Similarity Analysis from Limiting Quantum Walks

Similarity compression is a critical step to improve the efficiency of edge detection. In this paper, we compare two approaches for compressing/decompressing similarity matrices, being edge detection our application domain. In this regard, state-of-the-art contour detectors rely on spectral clustering where pixel or patch similarity is encoded in a symmetric weight matrix and the eigenvectors of the normalized Laplacian derived from this matrix are clustered in order to find contours (normalized cuts and its variants). Despite significant interest in learning the similarity measure for providing well localized boundaries, the underlying spectral analysis has played a subsidiary role, and has mostly been based on classical random walks and the heat kernel.
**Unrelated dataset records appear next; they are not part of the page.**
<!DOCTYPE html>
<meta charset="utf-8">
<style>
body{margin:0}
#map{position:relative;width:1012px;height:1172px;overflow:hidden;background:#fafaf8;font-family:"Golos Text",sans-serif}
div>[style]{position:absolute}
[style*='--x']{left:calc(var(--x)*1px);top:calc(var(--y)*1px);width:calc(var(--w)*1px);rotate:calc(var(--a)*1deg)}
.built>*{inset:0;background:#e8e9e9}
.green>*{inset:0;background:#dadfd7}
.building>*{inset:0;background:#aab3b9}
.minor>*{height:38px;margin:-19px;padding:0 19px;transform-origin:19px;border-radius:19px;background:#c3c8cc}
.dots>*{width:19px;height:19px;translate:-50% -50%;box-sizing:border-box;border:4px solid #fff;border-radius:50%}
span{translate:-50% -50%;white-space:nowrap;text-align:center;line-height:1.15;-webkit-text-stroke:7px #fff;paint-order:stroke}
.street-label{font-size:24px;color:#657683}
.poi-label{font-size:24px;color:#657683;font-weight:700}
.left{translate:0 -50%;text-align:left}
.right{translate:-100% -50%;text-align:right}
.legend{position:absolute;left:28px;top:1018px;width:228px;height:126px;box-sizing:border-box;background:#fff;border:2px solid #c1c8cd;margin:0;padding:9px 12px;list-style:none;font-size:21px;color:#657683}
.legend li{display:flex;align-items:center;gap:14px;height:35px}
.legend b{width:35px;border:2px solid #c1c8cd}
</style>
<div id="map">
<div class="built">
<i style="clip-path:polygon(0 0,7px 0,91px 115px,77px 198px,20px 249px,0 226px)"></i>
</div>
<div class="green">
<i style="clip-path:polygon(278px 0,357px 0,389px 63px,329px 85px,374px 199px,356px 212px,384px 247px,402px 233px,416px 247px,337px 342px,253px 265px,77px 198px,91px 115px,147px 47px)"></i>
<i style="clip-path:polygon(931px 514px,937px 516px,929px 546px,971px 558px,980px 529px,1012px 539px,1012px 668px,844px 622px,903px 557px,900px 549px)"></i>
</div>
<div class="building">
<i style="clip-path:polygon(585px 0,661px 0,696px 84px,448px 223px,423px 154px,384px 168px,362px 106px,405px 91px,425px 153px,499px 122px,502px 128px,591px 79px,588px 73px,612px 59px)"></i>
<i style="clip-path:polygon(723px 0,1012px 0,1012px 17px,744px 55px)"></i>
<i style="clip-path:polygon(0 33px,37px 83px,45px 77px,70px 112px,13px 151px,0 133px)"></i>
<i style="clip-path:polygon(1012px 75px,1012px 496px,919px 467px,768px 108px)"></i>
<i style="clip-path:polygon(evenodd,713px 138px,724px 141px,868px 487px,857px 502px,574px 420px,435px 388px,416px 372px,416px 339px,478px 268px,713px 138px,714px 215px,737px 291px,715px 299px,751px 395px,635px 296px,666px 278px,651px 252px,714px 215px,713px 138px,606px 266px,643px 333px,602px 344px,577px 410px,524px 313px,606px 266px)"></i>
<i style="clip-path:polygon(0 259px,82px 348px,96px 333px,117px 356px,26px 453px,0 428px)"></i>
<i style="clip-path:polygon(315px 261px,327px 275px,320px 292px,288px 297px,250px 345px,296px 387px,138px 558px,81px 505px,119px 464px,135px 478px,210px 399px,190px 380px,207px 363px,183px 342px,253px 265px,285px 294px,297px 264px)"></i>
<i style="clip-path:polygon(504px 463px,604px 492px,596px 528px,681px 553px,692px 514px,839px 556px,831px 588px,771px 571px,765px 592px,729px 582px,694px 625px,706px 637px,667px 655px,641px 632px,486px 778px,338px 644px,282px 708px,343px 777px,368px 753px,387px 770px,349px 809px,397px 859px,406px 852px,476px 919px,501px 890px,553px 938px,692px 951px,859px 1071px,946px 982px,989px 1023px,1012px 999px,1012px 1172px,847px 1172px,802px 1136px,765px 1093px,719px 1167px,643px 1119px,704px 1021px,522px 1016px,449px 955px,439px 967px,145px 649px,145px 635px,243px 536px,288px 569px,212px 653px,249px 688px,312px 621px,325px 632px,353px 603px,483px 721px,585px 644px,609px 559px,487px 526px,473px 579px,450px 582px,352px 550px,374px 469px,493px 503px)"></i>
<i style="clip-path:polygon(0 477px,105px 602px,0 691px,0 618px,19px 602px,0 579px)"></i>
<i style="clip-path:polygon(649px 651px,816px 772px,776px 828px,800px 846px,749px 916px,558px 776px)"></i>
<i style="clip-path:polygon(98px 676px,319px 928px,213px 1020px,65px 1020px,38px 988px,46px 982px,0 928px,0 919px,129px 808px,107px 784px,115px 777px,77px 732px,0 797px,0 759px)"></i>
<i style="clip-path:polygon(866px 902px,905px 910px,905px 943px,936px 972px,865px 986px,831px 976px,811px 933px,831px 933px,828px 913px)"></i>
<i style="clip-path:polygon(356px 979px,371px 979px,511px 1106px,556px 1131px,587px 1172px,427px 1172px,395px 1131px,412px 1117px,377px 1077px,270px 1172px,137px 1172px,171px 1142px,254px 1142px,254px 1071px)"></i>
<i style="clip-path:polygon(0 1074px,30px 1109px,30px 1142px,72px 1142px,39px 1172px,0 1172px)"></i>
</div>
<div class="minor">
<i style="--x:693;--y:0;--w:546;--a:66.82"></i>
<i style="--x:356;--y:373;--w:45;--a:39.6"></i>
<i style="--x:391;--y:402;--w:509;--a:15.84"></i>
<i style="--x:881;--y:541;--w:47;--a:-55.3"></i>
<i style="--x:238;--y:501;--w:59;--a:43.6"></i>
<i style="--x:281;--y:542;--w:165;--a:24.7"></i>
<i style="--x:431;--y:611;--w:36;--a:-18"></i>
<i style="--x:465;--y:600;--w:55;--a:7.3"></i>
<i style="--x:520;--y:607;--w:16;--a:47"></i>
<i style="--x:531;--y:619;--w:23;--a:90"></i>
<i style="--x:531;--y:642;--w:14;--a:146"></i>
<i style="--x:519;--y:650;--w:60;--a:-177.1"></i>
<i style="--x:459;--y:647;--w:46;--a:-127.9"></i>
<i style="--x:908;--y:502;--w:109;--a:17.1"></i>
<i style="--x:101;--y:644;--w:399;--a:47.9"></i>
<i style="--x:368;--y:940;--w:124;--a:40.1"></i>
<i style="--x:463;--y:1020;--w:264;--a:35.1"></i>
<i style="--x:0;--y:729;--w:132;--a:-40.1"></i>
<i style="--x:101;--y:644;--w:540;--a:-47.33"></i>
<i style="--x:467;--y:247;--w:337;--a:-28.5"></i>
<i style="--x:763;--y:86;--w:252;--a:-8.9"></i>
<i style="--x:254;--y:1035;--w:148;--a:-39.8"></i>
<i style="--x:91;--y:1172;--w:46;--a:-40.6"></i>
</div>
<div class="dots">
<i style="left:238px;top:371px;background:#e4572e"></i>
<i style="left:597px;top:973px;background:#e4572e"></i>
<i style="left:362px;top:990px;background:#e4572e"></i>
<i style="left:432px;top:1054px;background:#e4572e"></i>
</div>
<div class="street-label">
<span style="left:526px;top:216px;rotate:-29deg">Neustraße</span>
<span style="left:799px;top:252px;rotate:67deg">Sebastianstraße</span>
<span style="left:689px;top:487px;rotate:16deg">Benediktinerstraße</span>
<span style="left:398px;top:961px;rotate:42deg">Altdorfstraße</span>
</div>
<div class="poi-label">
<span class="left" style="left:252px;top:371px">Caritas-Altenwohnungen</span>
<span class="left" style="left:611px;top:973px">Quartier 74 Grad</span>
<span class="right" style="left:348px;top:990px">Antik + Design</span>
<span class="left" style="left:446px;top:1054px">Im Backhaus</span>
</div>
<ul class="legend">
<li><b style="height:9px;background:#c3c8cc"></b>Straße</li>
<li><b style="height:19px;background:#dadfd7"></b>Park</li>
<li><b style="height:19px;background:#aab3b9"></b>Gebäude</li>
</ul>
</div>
However, recent findings based on continuous-time quantum walks suggest that under the complex wave equation there are long-range interactions not present in the classical case. In the case of the edge map this opens up a means of controlling texture in the edge map by a simple thresholding. In this paper, we use the long-time averages of quantum walks for edge detection, and show that texture is a consequence of short-rangedness of these interactions. This is due to the local-to-global property of limiting quantum walks. In addition, when analyzing the role of limiting quantum walks as intermediate/indirect similarity decompression, we find that quantum walks are able of recovering the original edge structure when a factorization compressor is used, whereas this is not the case when compression relies on the Szemeeredi Regularity Lemma, despite this latter method is by far more efficient.